Where  $d_0$  is the pre-aged delay of transistor,  $A_{HCI}$  is technology dependent factor, t is the transistor age,  $\alpha$  is the activity factor of transistor, f is clock frequency, T is temperature,  $E_b$  is activation energy, and k is Boltzmann's constant. According to Eq. 1 and Eq. 2, delay degradation in both BTI and HCI mechanisms is an exponential function of temperature and a nonlinear function of stress (duty cycle in BTI or switching activity in HCI). Since the transistor level



Fig. 1. Temperature map impact on critical path aging

information of the FPGA is not disclosed by vendors, we deployed the proposed method in [4] to calculate aging of nodes along a CP. Node is a basic logic element and its corresponding routing resources (Slice and NET in Xilinx Virtex). We assume that all transistors inside a node experience similar stress and temperature.

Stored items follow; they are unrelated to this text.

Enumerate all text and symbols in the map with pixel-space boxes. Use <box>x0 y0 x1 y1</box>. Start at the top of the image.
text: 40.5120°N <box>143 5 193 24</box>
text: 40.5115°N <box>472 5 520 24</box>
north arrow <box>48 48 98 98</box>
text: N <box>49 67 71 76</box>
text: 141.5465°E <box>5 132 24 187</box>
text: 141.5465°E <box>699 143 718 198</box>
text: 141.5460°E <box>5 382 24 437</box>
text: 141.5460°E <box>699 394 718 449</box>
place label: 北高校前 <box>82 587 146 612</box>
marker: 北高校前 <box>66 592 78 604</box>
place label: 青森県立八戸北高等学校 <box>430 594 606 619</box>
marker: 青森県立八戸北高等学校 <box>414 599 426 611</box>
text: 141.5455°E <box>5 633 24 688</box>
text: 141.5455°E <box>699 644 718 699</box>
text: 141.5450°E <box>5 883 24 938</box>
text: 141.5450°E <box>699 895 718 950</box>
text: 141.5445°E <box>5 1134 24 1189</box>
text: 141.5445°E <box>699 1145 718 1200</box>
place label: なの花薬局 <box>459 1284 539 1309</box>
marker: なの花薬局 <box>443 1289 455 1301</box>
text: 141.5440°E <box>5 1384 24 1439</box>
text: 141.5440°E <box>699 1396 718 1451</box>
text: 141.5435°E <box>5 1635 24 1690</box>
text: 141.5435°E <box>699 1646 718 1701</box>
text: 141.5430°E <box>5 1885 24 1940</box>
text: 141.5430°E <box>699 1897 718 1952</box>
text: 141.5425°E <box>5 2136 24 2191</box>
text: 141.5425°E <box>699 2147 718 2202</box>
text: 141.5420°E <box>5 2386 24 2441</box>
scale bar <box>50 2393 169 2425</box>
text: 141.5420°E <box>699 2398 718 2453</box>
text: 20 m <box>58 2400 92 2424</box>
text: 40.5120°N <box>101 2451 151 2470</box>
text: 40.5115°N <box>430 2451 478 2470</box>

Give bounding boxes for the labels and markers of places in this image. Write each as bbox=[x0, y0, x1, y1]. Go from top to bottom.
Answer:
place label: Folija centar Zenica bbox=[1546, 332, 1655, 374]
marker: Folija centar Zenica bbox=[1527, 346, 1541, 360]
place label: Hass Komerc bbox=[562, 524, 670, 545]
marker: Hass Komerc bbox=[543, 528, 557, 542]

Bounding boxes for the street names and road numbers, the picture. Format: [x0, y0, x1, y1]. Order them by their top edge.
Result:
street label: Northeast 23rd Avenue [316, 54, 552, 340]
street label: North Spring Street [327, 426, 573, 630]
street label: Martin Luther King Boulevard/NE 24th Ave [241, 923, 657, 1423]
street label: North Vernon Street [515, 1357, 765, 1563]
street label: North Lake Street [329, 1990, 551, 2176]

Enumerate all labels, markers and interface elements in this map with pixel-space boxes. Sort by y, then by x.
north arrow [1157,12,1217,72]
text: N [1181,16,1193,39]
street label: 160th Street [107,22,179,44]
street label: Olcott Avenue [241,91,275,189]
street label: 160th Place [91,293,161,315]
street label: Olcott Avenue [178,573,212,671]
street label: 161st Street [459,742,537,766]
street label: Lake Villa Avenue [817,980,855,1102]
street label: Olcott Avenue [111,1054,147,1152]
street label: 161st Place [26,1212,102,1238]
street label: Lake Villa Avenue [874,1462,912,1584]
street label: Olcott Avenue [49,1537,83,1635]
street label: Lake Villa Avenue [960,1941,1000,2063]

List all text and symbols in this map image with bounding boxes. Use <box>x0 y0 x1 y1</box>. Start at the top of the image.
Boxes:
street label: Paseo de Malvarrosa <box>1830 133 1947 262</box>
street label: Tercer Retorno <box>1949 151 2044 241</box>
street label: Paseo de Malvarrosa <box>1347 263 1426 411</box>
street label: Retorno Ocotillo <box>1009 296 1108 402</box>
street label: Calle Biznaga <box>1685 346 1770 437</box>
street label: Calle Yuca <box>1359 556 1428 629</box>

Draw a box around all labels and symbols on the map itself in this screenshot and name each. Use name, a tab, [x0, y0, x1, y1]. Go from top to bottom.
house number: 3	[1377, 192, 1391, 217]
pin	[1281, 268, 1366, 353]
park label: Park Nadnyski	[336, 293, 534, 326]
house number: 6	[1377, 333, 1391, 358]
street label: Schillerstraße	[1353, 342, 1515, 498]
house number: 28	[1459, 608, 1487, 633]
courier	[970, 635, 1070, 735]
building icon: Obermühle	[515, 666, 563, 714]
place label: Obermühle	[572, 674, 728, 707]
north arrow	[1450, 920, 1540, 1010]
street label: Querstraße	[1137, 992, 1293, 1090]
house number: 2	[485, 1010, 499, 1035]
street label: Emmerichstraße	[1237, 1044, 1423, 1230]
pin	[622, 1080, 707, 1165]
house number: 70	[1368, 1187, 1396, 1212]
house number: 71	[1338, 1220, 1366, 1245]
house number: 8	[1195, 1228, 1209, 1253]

As shown in Fig. 1, each node along a path may experience different temperatures (the darker the color, the higher the temperature), hence leading to different aging rates for the nodes along the path. For example, if all nodes have equal delay (one unit of time) and experience equal stress rate, path CP2's delay may exceed CP1's over time due to different temperature maps even if at the beginning  $Delay_{CP1} > Delay_{CP2}$ .

## IV. PATH SELECTION METHODOLOGY

## A. Path Characteristics

Aging-induced delay degradation along each path originates from the delay degradation of each node along it. Each node ages differently from other nodes for various reasons. The aging in each node depends on functional complexity in logic delay as well as Fan-out (FO) in corresponding net delay. In addition, given that temperature and stress on chip varies from one region to another, the temperature and stress at each node varies as well. In this section, we summarize the aging-related path characteristics that are deployed for representative aging-prone critical path selection algorithm.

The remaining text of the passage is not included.